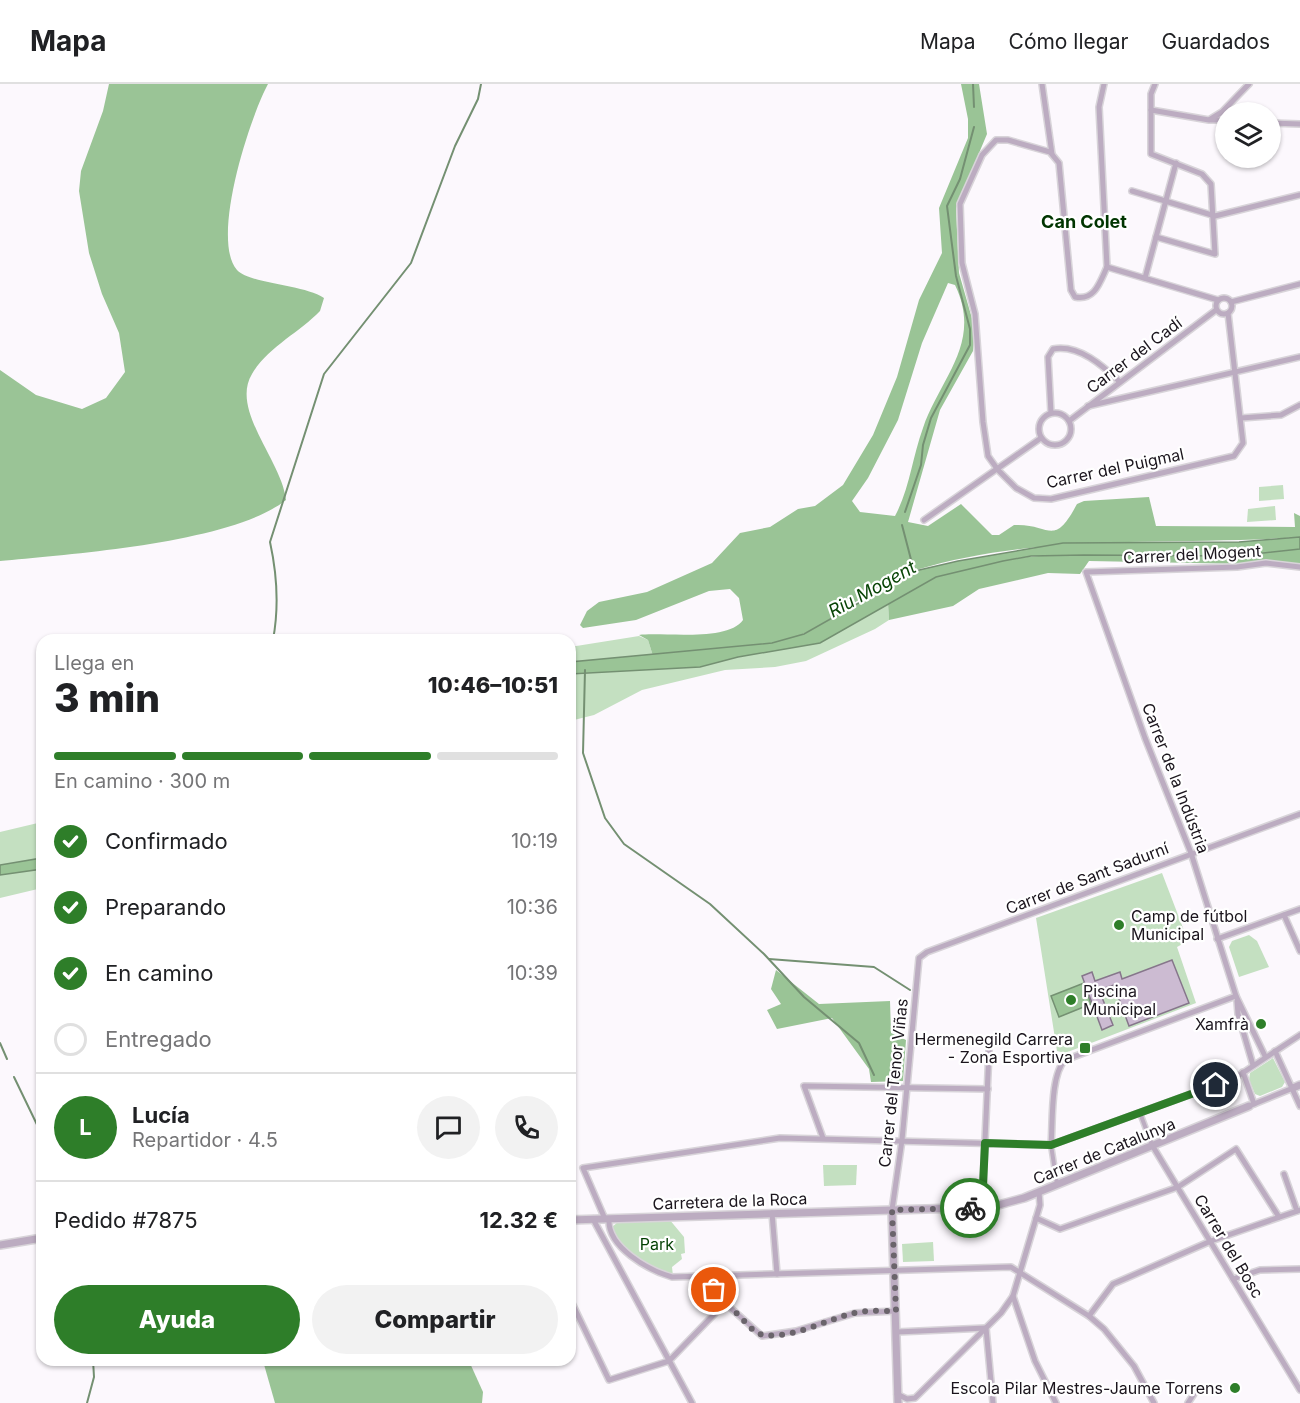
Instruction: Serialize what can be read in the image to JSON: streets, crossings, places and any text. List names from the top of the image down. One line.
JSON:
{"streets":{"street":["Carrer del Cadí","Carrer del Puigmal","Carrer del Mogent","Carrer de la Indústria","Carrer de Sant Sadurní","Carrer del Tenor Viñas","Carrer de Catalunya","Carretera de la Roca","Carrer del Bosc"]},"crossings":[["Carrer del Cadí","Carrer del Puigmal"],["Carrer del Mogent","Carrer de la Indústria"],["Carrer de la Indústria","Carrer de Sant Sadurní"],["Carrer de Sant Sadurní","Carrer del Tenor Viñas"],["Carrer del Tenor Viñas","Carrer de Catalunya"],["Carrer del Tenor Viñas","Carretera de la Roca"],["Carrer de Catalunya","Carretera de la Roca"],["Carrer de Catalunya","Carrer del Bosc"]],"districts":["Can Colet"],"water":["Riu Mogent"],"parks":["Park"],"places":{"other":["Camp de fútbol Municipal","Piscina Municipal","Xamfrà","Escola Pilar Mestres-Jaume Torrens"],"transit":["Hermenegild Carrera - Zona Esportiva"]},"page":{"header":"Mapa","nav":["Mapa","Cómo llegar","Guardados"],"heading":["3 min","Llega en","10:46–10:51"],"panel":["Lucía","Repartidor · 4.5","Pedido #7875","12.32 €"],"bar":"En camino · 300 m","list":[["Confirmado","10:19"],["Preparando","10:36"],["En camino","10:39"],"Entregado"],"round":"L","buttons":["Ayuda","Compartir"]}}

TASK OBJECTIVE: When a line in the material above includes "crossings", report that line by copying it.

FINISHED EXERCISE:
Instruction: Serialize what can be read in the image to JSON: streets, crossings, places and any text. List names from the top of the image down. One line.
{"streets":{"street":["Carrer del Cadí","Carrer del Puigmal","Carrer del Mogent","Carrer de la Indústria","Carrer de Sant Sadurní","Carrer del Tenor Viñas","Carrer de Catalunya","Carretera de la Roca","Carrer del Bosc"]},"crossings":[["Carrer del Cadí","Carrer del Puigmal"],["Carrer del Mogent","Carrer de la Indústria"],["Carrer de la Indústria","Carrer de Sant Sadurní"],["Carrer de Sant Sadurní","Carrer del Tenor Viñas"],["Carrer del Tenor Viñas","Carrer de Catalunya"],["Carrer del Tenor Viñas","Carretera de la Roca"],["Carrer de Catalunya","Carretera de la Roca"],["Carrer de Catalunya","Carrer del Bosc"]],"districts":["Can Colet"],"water":["Riu Mogent"],"parks":["Park"],"places":{"other":["Camp de fútbol Municipal","Piscina Municipal","Xamfrà","Escola Pilar Mestres-Jaume Torrens"],"transit":["Hermenegild Carrera - Zona Esportiva"]},"page":{"header":"Mapa","nav":["Mapa","Cómo llegar","Guardados"],"heading":["3 min","Llega en","10:46–10:51"],"panel":["Lucía","Repartidor · 4.5","Pedido #7875","12.32 €"],"bar":"En camino · 300 m","list":[["Confirmado","10:19"],["Preparando","10:36"],["En camino","10:39"],"Entregado"],"round":"L","buttons":["Ayuda","Compartir"]}}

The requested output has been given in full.